This summer, my 9-year-old Cameron had a blast at Camp Carpenter in Manchester, New Hampshire, where he participated in a week-long overnight Cub Scout program with some of his friends from our local Cub Scout Pack.

Cameron's positive experience did not come as a surprise to my wife Erica and I. What boy his age wouldn't like a camp experience that prides itself on its ability to offer activities like archery, swimming, boating, arts and crafts, BB gun shooting sports, field sports and nature, combined with the added bonus of sleeping in tents with your friends surrounded by a beautiful lake?

What surprised us most was not that he had a good time, but at what he identified as the positive experiences from his time at the camp. Describing it in a way that you would expect from a 9-year-old boy, Cameron valued most the time he had to explore new ideas, new activities and new experiences in a safe and supportive environment. As he put it, "We learned how to learn for ourselves, and it was fun."

There were no standardized tests. There were no formal lesson plans. There was, however, a focus on academics — reading, science and mathematics to be exact. There were focuses on inquiry, problem-solving and collaboration. There was time for self-reflection. There was time for interdisciplinary learning.

As with any good summer camp program that millions of American children participate in each summer, the experienced was personalized, and it was both meaningful and relevant for all. It is unfortunate that all children don't have the opportunity to participate in summer camp, but perhaps there are ways for schools to bring the best of summer camp into the programming that is available for all children.

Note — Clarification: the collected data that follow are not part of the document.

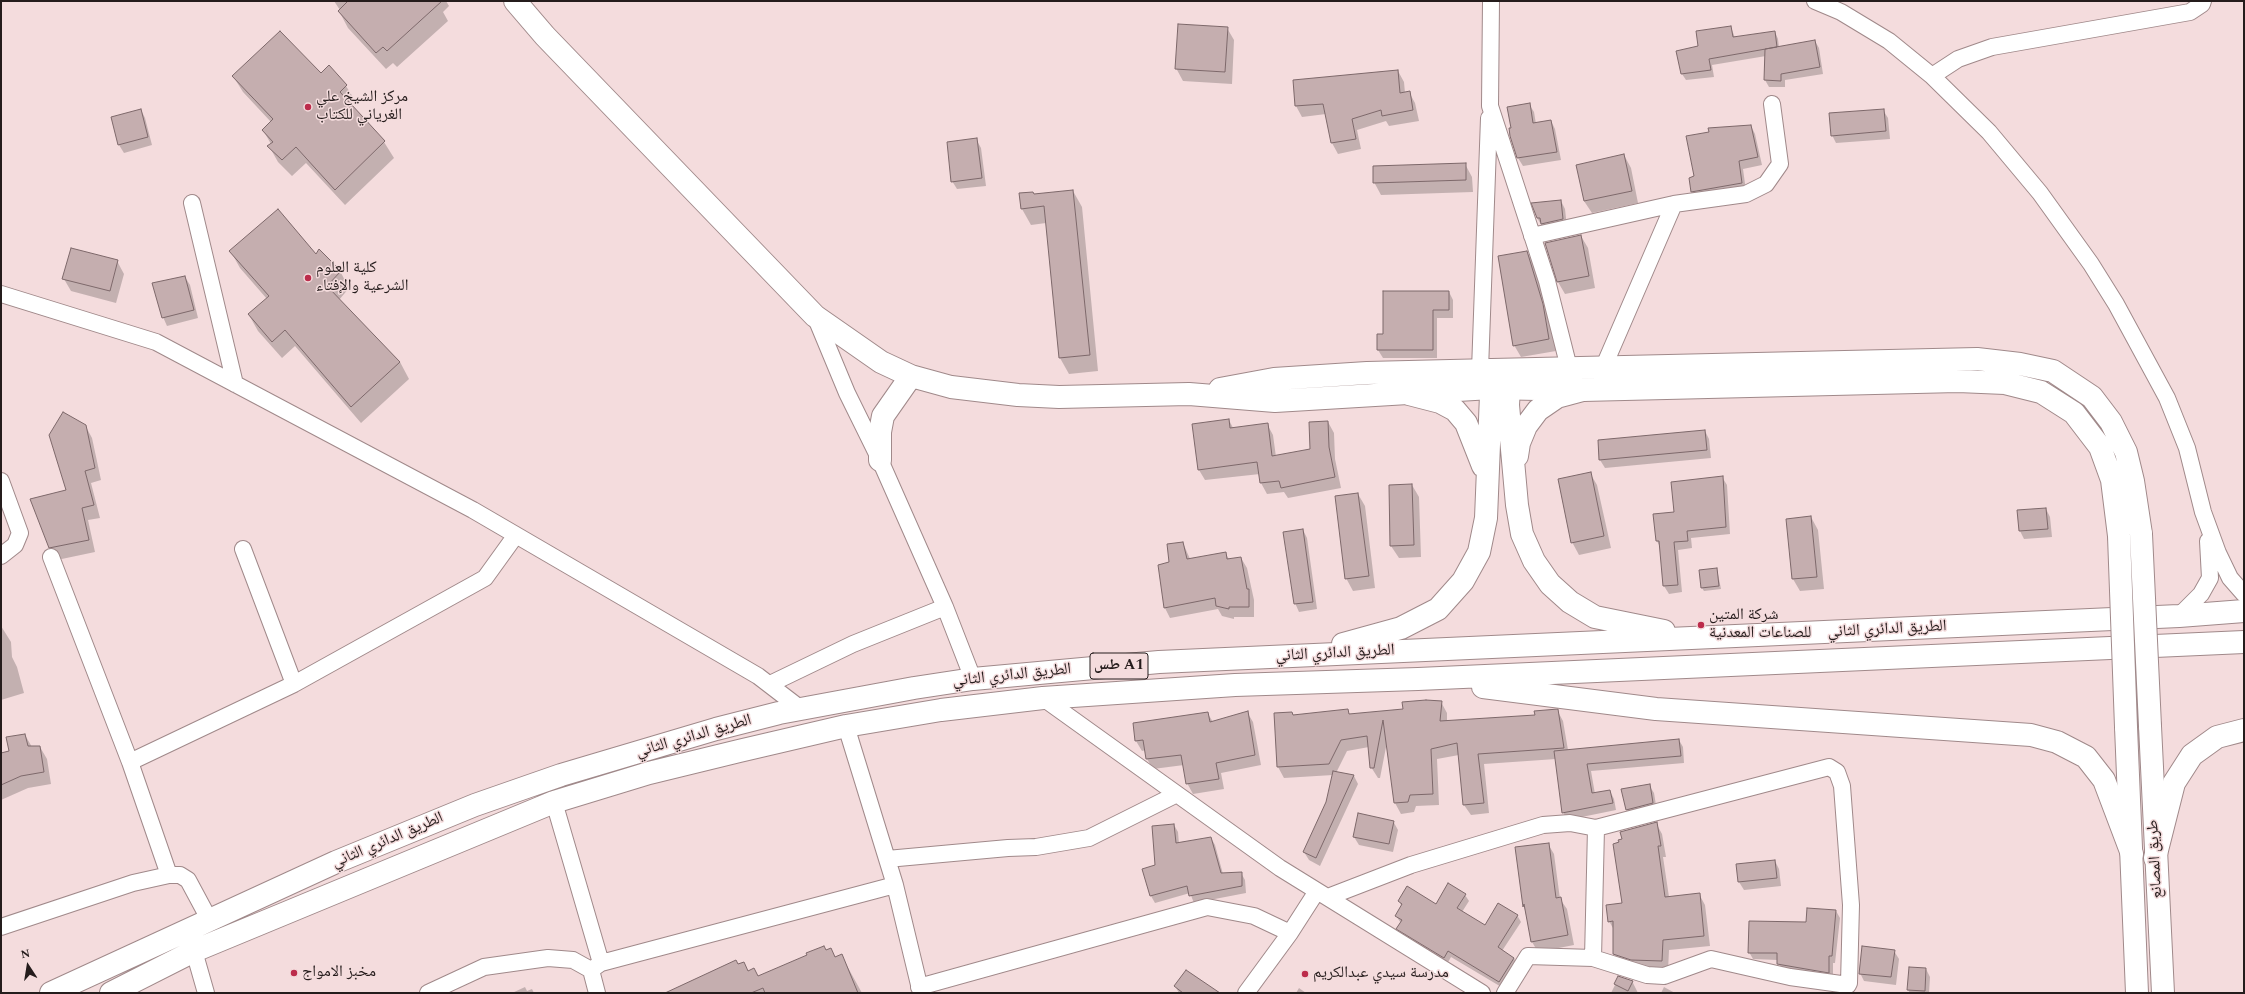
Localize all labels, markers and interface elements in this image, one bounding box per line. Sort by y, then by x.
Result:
place label: مركز الشيخ علي الغرياني للكتاب [316,88,408,126]
marker: مركز الشيخ علي الغرياني للكتاب [303,102,313,112]
place label: كلية العلوم الشرعية والإفتاء [316,259,408,297]
marker: كلية العلوم الشرعية والإفتاء [303,273,313,283]
place label: شركة المتين للصناعات المعدنية [1709,606,1811,644]
street label: الطريق الدائري الثاني [1827,617,1947,643]
marker: شركة المتين للصناعات المعدنية [1696,620,1706,630]
street label: الطريق الدائري الثاني [1275,641,1395,667]
road number: طس A1 [1090,653,1148,679]
street label: الطريق الدائري الثاني [952,660,1072,692]
street label: الطريق الدائري الثاني [634,711,754,763]
street label: الطريق الدائري الثاني [329,809,447,873]
street label: طريق المصانع [2144,819,2168,899]
text: N [19,945,32,963]
north arrow [8,946,48,986]
place label: مخبز الامواج [302,963,376,983]
place label: مدرسة سيدي عبدالكريم [1313,964,1449,984]
marker: مخبز الامواج [289,968,299,978]
marker: مدرسة سيدي عبدالكريم [1300,969,1310,979]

Getting Smart's Jeff Wetzler explored this idea in a recent blog, "What REALLY Motivates Learners: Lessons From Science and Summer." Reflecting on his own experiences as a camper and then camp counselor, he wrote, "As with many camps that rely on young, inexperienced staff, the instruction was fine but not the secret sauce. Rather, I believe the main reason my fellow campers and I were able to learn so much was that we were wildly motivated to show up year after year, to put in effort, to take chances, challenge ourselves and to persist over and over again, even when we stumbled."

He went on to write, "Clearly, schools and camps have somewhat different objectives (and different formal accountability pressures, which matters), but they both have the potential to foster deep learning, and increasingly the areas of focus overlap. So what is it that schools can learn from the best camps about how to wildly motivate kids?"

Here is what he came up with:

  1. Give learners agency to choose learning topics and methods that have inherent value to them.
  2. Help learners grow their sense of self-efficacy by publicly recognizing when they strive hard through authentic, mastery-based progressions.
  3. Get out of their way — trust learners to have unstructured time and to use it in ways that support their learning.
  4. Deliberately nurture a sense of belonging and positivity.

This is not a new idea. In a New York Times parenting blog back in 2012, author Barbara Rowley attributed the success of the summer camp experience to its ability to provide a fun and happy experience for all involved. She wrote, "For schools to be more like camp — to be more fun — our education establishment has to put emphasis on hiring positive-minded staff and preaching the importance of exuding happiness in the classroom as well as making the necessary changes in the work environment that will make their happiness genuine."

The American Camp Association's Audrey Monke, in an article on this same topic, wrote: "My dream is for my kids to attend a school they love as much as they love camp. But for that to happen, schools need to have a different culture and focus." She identified three ways that schools could do this:

  1. Focus on relationships, team building and goal setting.
  2. Foster social skills.
  3. Practice hands-on, active learning by doing.
  4. Promote a positive culture.

Schools could learn quite a bit from this by simply getting back to the basics building relationships, providing opportunities for choice and voice, and recognizing that at the end of the day, the most effective thing a school can do to promote learning is to engage children by meeting them where they are. If summer camps can do it, so can schools.